The remark by the member from Iran in effect confirmed one of the main reasons why Tokelau has refused to progress to an act of self-determination. As Mr Perez highlighted in his speech, independent states are sometimes confused about the meaning of the terms self-determination and self-government when they discuss decolonization, and Tokelau in particular.
Said Mr Perez, “Viewing Tokelau from a ‘large atoll’ state context will be the basis for evaluating our case, [and] there can be confusion between self-government and self determination.
“For Tokelau, practise of, and experience in self-government, is important in itself. And even more so, when the governance model is founded on Tokelau’s culture and not one that is imported from abroad.”
Which is the crux of Tokelau’s message to the United Nations. That in the UN’s records, ‘harmonizing the governance of three distinct villages was the biggest challenge’ is not the correct interpretation. Same to the member from Iran’s remark, ‘that each atoll had its own administrative centre, which would make self-governance difficult’ – which is not the difficulty at all.
The correct interpretation according to Mr Perez is for the UN Special Committee on Decolonization to rise up to the challenge: “Tokelau must be supported to establish her own governance structure and modern needs which may not be fully comprehended by others. Done correctly and confidently self-government should ultimately lead to self-determination. At that later stage, this special Committee as well as the Government of New Zealand have a direct interest.”

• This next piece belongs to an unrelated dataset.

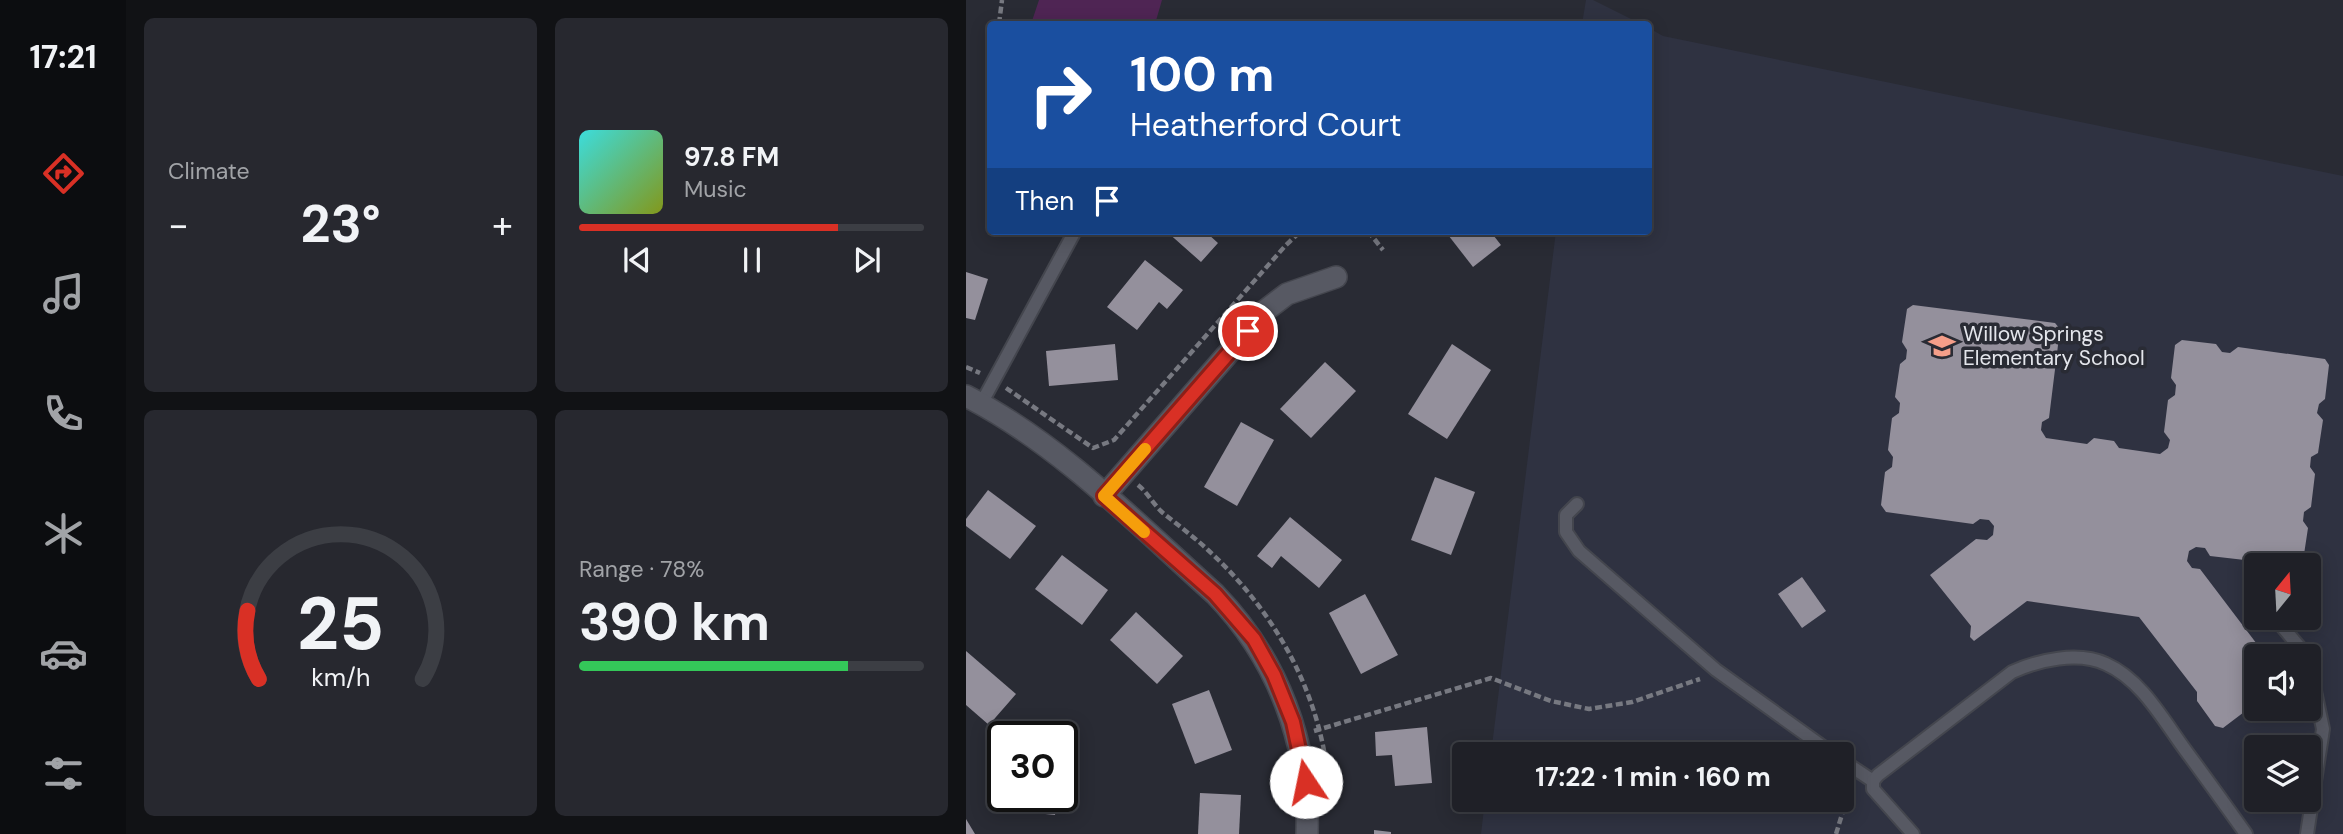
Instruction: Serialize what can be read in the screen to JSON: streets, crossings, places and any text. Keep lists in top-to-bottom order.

The lesson the UN needs to learn from, according to Mr Perez, “Building confidence in self-government stands to be the best preparation for self-determination as and when the decision to take that step is made. This lesson is stronger for Tokelau when the Taupulega, General Fono, as it is structured today, the Council of the Ongoing Government [of Tokelau] represents the ordinary fishermen and weavers new wave of decision making so there is a sense in which they too are seen as important organs of governance.
“With the Tokelau Public Service Commission now in place, it is able to provide support and encouragement to the incoming government that started their new three-year electoral cycle this year.”
This is the way forward that Tokelau says will build confidence and resilience to be able to “adjust herself to a rapidly changing world but yet stay grounded on her founding principles of the FakaTokelau or Tokelau Way. A modern Tokelau strengthened through robust service delivery to raise the quality of life with Tokelauan characteristics,” said Mr Perez.
He highlighted Tokelau’s forward movement on this path by emphasizing its efforts, in partnership with the Government of New Zealand to improve the quality of education; a special mention of its first Non-Communicable Disease summit held in May; launch of a 4G mobile/broadband network; and fishing revenues that have increased markedly in recent years, thanks to assistance from the Government of New Zealand.”
In summary, Mr Perez stated, “It is about ‘learning by doing’.”
And Tokelau should be given the opportunity and support to pursue this approach. After all, the President of the United States of America, Mr Donald Trump has been given the exact same leeway in order to run the world’s most powerful country.
Just down the road from UN heaquarters on 9 June 2017, House Speaker Paul Ryan was asked about ousted FBI Director James Comey’s account that Trump pushed him to drop the investigation into former National Security Adviser Michael Flynn.
Mr Ryan said the FBI needs to be independent and “the president is new at this.”
Mr Ryan later added, “He’s learning as he goes.”